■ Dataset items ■
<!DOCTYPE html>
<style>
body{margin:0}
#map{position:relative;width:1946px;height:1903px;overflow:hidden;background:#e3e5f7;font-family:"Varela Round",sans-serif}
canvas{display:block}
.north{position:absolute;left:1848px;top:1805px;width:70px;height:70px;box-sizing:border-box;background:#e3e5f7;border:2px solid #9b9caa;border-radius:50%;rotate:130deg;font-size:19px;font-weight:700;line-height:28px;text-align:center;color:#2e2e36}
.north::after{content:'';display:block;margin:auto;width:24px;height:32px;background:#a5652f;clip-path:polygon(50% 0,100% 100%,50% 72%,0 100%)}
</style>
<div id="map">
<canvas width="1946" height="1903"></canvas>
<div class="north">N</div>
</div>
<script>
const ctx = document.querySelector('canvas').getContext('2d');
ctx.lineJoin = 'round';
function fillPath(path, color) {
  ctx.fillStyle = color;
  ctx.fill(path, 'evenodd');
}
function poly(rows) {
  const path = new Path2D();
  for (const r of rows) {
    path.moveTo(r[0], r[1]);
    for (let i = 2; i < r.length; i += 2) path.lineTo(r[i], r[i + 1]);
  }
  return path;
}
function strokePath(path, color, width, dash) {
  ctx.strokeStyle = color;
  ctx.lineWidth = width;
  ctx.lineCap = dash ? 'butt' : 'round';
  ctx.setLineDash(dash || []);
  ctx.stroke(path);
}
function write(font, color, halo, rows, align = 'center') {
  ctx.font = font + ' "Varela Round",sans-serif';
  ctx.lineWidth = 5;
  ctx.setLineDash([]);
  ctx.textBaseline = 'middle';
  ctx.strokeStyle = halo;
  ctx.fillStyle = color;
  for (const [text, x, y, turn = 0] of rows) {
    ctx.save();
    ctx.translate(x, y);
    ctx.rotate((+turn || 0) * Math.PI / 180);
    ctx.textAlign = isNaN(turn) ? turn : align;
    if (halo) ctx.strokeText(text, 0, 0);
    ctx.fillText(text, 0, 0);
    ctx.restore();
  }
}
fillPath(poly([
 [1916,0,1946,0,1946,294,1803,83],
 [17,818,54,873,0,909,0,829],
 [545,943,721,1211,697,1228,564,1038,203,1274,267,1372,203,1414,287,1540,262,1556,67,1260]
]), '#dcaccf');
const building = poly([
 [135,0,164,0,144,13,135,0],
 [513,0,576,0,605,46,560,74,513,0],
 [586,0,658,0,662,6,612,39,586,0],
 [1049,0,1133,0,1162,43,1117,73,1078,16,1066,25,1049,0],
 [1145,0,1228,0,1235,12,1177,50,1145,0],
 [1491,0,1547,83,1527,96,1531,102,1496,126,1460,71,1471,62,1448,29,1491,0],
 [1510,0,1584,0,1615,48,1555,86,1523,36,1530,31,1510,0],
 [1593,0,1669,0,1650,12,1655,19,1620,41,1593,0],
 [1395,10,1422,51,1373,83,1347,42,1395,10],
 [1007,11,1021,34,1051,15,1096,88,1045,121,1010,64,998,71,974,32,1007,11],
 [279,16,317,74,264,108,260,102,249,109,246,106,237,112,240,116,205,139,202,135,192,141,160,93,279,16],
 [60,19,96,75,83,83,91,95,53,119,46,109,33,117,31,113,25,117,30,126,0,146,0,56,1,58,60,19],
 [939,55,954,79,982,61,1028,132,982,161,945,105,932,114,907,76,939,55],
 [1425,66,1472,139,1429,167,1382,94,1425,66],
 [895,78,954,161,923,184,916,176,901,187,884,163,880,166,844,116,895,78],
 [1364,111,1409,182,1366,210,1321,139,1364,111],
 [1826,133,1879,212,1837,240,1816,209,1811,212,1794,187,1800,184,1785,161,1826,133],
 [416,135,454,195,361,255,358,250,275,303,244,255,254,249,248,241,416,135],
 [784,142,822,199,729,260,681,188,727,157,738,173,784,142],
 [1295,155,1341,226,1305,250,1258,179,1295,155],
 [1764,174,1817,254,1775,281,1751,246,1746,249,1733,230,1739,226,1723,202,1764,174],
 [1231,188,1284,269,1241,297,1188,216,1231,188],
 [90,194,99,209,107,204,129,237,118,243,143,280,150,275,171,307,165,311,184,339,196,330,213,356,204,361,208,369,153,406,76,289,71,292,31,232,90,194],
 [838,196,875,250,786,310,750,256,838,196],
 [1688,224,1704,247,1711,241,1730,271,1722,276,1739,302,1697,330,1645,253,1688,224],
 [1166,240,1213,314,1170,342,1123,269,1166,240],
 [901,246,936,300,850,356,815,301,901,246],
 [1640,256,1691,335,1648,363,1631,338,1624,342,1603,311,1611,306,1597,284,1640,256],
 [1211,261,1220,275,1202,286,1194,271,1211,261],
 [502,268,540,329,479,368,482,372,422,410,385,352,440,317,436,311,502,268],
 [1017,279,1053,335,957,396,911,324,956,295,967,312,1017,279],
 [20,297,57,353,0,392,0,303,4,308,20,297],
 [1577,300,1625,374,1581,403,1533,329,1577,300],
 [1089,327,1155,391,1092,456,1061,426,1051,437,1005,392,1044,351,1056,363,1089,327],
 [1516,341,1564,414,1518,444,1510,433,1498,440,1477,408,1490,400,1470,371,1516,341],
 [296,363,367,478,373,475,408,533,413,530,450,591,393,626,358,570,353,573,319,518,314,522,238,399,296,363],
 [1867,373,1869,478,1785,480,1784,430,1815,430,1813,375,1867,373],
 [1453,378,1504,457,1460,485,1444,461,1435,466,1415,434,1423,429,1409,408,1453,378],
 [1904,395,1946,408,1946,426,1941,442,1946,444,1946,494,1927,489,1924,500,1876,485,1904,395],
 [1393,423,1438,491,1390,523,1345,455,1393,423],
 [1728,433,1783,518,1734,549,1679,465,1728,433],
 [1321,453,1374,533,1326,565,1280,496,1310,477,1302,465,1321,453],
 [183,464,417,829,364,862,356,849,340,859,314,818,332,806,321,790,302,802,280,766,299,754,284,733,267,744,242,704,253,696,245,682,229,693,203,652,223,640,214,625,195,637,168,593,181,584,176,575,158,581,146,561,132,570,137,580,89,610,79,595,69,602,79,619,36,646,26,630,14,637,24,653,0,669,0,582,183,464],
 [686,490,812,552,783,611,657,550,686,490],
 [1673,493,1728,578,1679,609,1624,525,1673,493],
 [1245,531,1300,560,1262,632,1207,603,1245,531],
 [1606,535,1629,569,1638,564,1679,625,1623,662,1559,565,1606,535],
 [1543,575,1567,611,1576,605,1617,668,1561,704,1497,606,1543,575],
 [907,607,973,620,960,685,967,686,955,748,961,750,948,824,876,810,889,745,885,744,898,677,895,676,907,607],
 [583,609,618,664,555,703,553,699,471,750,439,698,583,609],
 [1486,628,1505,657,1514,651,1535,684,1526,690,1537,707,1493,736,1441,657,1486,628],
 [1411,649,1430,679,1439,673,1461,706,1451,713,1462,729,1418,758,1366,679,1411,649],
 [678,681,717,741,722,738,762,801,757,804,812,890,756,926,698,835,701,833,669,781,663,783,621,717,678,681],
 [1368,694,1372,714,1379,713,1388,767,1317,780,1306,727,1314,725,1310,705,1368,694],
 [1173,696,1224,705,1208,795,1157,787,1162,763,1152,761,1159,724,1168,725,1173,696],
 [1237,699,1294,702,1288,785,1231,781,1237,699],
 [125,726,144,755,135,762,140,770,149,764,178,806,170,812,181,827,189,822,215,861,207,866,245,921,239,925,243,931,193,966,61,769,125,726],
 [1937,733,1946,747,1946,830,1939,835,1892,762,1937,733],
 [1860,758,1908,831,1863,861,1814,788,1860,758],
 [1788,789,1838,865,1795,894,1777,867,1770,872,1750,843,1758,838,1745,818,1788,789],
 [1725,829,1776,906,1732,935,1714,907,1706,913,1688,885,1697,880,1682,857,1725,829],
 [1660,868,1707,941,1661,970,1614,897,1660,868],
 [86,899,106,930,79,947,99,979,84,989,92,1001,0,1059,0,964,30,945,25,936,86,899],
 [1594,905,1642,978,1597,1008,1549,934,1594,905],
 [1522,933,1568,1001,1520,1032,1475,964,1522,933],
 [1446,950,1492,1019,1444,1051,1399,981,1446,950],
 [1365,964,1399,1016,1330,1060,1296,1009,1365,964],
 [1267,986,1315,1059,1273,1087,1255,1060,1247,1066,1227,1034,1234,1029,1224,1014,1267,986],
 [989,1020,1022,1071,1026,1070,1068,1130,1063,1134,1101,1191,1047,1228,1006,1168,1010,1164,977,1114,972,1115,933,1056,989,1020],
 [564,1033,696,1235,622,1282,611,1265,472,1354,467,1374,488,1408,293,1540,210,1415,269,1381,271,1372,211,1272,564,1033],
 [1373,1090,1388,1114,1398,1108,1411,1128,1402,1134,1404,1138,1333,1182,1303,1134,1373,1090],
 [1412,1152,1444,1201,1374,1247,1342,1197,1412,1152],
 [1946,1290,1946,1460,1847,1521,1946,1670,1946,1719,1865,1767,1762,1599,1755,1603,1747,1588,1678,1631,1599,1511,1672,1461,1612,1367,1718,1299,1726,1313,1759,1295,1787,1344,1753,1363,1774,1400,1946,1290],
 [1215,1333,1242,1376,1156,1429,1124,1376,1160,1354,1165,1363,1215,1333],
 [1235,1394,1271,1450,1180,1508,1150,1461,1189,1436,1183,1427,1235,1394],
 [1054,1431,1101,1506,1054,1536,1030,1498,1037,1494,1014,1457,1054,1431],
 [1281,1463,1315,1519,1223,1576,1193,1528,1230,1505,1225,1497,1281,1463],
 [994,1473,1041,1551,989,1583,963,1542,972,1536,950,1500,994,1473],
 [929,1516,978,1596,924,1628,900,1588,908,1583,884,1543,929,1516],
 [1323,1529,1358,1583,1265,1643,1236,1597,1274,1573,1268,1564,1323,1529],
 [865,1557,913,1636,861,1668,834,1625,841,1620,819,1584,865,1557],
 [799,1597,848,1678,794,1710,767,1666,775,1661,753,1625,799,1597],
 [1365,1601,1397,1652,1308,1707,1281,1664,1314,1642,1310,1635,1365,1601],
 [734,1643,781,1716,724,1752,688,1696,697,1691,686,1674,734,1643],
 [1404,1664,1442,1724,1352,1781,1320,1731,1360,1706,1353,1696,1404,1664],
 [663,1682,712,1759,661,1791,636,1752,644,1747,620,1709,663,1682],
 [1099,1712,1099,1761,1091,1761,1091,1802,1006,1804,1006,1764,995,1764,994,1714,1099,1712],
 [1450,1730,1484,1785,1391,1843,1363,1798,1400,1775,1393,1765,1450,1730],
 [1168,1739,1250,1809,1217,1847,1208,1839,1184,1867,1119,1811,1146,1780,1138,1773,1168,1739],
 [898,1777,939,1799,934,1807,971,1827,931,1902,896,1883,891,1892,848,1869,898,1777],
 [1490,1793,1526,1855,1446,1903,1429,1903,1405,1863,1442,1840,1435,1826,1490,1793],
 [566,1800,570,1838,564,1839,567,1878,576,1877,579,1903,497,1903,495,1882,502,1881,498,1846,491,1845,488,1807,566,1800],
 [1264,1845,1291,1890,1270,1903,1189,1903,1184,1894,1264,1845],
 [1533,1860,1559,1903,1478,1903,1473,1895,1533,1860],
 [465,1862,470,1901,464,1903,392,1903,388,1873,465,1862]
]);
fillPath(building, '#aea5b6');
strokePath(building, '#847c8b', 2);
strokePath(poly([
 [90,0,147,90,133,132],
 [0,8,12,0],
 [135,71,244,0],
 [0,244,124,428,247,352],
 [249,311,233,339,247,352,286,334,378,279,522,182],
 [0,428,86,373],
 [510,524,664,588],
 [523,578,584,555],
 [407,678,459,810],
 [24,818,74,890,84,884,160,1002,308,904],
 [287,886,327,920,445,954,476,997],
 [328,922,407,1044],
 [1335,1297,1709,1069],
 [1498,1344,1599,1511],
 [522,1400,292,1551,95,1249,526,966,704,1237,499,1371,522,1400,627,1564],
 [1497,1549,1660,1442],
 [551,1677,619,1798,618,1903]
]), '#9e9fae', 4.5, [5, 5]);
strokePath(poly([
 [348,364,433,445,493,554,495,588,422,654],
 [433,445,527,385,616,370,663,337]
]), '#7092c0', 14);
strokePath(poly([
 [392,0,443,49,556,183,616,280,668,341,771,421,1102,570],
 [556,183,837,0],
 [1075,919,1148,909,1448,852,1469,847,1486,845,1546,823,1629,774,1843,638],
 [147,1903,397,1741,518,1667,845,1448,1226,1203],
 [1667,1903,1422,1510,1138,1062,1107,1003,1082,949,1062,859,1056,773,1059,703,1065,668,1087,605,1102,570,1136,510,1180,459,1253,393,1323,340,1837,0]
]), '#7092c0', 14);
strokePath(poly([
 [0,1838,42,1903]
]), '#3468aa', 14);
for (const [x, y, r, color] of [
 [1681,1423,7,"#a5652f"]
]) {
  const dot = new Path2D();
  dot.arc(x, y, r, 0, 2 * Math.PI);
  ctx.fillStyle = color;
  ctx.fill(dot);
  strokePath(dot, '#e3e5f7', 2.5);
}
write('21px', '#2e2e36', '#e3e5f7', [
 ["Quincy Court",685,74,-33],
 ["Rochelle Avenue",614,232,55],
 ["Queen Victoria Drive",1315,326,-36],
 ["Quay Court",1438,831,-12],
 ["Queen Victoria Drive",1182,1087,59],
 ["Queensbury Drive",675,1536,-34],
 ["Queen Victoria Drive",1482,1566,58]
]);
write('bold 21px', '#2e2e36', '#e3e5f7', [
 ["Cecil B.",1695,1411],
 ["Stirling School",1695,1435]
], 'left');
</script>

■ What the task asks ■
Go through the entries. Report every line that contains the word "setLineDash".

■ Exercise answer ■
  ctx.setLineDash(dash || []);
  ctx.setLineDash([]);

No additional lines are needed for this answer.